If your small business or sole proprietorship is a limited liability company (LLC), chances are you’re paying taxes on your earnings as a pass-through entity. Your taxable income comes from your earnings from your services or products, and your accounting software already tracks all the money you’ve earned through invoices — the 1099s are just confirmation of income you’ve already recorded.
Always consult tax professionals about tax-related questions, especially on how you classify your business.
How to file taxes as an independent contractor
You file independent contractor taxes by gathering your income records, organizing your expenses, and submitting Form 1040 along with Schedule C and Schedule SE. Here’s what that process looks like step by step.
1. Gather your documents
Most independent contractors who earn money from their work will need to file a federal income tax return, especially if they have $500 or more in net self-employment income.
If you’re running your business as a sole proprietor, your default taxpayer identification number is your Social Security number (SSN). But if you have employees and applied for an employer identification number (EIN), you’ll need this number to meet tax requirements.
Gather all of the necessary documents for both your personal and business income.
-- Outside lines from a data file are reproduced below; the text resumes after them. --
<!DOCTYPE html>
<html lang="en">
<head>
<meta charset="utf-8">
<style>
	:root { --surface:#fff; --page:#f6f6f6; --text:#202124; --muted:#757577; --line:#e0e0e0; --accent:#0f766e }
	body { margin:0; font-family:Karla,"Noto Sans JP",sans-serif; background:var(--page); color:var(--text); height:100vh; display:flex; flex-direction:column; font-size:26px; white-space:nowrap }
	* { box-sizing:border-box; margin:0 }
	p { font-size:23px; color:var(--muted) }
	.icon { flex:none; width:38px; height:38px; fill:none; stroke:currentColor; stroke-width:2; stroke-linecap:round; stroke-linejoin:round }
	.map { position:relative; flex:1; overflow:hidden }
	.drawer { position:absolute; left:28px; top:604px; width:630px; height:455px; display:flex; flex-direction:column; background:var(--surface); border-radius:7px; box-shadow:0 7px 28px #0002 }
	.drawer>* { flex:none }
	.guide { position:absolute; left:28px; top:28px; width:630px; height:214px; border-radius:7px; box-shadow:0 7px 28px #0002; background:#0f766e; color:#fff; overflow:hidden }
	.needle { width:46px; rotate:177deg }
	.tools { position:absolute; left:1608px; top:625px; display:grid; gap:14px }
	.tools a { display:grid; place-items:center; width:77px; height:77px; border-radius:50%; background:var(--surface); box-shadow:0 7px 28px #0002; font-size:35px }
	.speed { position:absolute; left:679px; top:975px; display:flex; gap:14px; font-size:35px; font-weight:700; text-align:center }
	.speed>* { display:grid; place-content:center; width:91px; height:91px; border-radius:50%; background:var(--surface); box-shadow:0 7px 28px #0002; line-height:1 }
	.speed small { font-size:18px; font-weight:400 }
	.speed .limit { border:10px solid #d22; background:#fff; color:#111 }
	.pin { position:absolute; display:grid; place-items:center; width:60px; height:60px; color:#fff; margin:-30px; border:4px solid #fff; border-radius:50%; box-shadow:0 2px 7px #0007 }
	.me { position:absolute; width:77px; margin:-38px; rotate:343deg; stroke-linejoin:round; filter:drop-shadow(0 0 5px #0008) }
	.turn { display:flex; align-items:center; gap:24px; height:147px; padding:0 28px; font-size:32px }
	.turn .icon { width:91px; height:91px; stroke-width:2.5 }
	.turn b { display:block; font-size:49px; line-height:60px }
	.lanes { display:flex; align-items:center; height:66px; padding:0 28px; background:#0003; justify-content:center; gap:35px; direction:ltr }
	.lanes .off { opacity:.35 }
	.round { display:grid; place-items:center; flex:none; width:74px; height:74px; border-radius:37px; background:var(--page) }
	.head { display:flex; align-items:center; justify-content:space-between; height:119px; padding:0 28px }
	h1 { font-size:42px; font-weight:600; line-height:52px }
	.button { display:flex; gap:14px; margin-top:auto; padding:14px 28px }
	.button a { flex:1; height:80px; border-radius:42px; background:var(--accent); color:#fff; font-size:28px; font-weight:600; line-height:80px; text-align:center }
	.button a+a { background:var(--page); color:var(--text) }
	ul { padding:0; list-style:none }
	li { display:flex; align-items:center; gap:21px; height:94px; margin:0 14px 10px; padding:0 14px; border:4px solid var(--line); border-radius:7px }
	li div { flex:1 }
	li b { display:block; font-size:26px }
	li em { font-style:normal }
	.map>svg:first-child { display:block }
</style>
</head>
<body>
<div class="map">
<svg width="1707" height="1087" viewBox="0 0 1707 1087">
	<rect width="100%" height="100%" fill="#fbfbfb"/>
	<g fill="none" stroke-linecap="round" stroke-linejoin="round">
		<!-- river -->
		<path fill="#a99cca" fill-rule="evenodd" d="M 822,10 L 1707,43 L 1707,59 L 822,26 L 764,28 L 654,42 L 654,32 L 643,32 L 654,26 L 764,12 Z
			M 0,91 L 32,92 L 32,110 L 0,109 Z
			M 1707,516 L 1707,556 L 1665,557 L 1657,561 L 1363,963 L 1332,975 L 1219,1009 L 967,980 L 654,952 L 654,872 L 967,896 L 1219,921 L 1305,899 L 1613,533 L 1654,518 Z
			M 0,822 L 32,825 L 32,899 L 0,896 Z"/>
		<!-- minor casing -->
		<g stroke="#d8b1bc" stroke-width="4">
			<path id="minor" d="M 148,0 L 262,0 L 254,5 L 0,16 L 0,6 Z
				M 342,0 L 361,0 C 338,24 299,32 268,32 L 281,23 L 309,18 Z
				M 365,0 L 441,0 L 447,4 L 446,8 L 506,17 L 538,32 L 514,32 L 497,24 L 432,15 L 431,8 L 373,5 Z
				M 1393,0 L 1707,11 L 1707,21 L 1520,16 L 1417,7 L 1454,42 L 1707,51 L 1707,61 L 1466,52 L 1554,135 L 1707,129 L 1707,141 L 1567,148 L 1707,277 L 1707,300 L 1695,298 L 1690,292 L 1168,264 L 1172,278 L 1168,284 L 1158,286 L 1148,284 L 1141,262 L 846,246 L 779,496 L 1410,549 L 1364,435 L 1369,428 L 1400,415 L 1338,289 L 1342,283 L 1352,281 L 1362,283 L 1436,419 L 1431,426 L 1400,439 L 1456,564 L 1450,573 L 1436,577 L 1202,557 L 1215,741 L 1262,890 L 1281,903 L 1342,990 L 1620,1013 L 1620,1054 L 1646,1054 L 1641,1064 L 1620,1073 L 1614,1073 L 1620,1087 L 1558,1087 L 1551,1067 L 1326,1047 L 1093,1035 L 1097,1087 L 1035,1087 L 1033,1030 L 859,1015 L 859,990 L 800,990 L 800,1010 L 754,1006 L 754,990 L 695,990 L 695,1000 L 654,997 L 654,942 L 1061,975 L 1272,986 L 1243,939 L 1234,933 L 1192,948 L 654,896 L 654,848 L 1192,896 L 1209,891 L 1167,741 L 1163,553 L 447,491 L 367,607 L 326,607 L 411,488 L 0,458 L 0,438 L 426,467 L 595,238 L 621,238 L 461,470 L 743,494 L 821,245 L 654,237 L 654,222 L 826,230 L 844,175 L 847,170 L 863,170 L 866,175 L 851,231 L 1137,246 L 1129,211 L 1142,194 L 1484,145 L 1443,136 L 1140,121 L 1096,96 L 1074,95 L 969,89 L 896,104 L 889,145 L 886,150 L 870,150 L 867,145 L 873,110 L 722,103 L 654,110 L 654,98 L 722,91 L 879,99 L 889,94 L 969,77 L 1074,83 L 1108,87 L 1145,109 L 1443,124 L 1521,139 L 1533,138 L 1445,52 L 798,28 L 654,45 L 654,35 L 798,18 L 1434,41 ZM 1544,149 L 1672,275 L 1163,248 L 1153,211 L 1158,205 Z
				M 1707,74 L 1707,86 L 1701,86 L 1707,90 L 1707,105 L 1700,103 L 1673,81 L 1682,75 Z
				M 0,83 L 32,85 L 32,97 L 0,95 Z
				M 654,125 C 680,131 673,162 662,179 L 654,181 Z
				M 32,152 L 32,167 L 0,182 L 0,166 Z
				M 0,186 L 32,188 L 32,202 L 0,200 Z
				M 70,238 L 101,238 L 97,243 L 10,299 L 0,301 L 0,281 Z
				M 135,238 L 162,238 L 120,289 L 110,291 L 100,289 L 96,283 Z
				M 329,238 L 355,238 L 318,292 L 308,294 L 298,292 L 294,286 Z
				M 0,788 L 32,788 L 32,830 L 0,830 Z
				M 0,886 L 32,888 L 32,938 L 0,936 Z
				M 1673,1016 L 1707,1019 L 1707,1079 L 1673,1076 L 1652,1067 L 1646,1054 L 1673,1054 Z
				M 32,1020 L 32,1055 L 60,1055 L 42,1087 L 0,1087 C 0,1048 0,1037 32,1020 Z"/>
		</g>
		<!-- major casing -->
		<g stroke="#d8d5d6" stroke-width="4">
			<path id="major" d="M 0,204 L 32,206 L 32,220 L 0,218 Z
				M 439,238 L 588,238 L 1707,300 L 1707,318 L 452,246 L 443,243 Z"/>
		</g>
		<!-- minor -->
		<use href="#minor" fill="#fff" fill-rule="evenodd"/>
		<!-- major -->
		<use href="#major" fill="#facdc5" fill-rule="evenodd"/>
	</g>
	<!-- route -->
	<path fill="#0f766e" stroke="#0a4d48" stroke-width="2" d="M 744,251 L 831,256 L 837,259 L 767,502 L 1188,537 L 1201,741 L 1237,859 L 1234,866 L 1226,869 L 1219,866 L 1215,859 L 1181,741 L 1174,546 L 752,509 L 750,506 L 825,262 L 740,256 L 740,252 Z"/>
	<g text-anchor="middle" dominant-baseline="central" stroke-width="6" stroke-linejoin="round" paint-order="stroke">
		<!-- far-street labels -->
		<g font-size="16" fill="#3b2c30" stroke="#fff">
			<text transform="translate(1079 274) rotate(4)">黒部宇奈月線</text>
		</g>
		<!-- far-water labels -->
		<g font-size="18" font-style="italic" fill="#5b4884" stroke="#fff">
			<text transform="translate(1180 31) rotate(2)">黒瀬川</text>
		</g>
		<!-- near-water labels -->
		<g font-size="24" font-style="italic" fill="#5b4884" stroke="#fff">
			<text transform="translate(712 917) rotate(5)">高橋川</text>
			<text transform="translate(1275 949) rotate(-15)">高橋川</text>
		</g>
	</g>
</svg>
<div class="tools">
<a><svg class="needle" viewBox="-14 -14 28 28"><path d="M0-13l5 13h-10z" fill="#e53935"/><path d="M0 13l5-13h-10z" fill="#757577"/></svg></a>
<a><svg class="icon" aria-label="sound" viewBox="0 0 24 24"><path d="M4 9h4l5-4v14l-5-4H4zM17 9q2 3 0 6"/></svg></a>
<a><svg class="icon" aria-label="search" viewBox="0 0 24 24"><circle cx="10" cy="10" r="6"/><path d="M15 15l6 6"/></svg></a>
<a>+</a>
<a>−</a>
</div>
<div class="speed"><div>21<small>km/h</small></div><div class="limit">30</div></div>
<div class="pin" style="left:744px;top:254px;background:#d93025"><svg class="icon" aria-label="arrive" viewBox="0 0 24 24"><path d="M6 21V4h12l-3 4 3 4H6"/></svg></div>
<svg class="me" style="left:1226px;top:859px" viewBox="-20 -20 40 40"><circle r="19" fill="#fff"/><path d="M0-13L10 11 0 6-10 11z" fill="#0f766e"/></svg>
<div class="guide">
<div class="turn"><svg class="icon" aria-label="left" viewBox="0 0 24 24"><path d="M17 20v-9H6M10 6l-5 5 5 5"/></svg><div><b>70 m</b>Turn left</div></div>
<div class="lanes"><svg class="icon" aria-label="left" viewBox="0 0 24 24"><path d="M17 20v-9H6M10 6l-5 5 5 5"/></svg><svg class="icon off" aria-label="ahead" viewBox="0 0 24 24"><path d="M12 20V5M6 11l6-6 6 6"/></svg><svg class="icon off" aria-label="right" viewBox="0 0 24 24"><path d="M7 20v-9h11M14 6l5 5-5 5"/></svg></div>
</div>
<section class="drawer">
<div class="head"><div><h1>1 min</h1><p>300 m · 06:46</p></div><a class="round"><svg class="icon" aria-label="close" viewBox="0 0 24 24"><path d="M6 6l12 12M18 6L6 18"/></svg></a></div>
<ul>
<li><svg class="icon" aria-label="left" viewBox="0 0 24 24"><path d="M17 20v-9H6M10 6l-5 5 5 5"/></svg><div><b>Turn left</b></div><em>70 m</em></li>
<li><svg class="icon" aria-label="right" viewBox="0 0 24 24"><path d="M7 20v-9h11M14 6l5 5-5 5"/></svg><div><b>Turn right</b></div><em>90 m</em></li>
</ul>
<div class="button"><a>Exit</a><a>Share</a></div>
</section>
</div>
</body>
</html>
This might include:
- All 1099 forms from clients
- Records of income without 1099s
- Your Social Security number (or EIN)
- Income records from paid invoices
Remember, even if the people you work for are sloppy with their paperwork, the IRS makes it your responsibility to report payments and income you receive during the year.
2. Organize your records
Gather your income documents first — then tackle those expenses. Here’s where solid record-keeping pays off. Every receipt, proof of transaction, and record counts when it’s time to claim deductions and lower your tax liability.
Just make sure to keep receipts. If you get audited, the IRS will want to see them.
3. File taxes yourself via a tax professional
We recommend working with a licensed tax professional to ensure you file correctly and help avoid IRS penalties. Plus, a pro can give you advice on your estimated taxes or setting up your accounting system.
But maybe your business taxes are pretty simple, or your business hasn’t changed much from last year. If that’s the case, you could take a crack at filing yourself.
When you go this route, you can mail or submit your tax forms online. You can download the forms from the IRS’s site if you choose the paper route. Local libraries and post offices often have free copies of the form for taxpayers, too.
You can also e-file directly by creating an account on the IRS’s website or using commercial tax preparation software.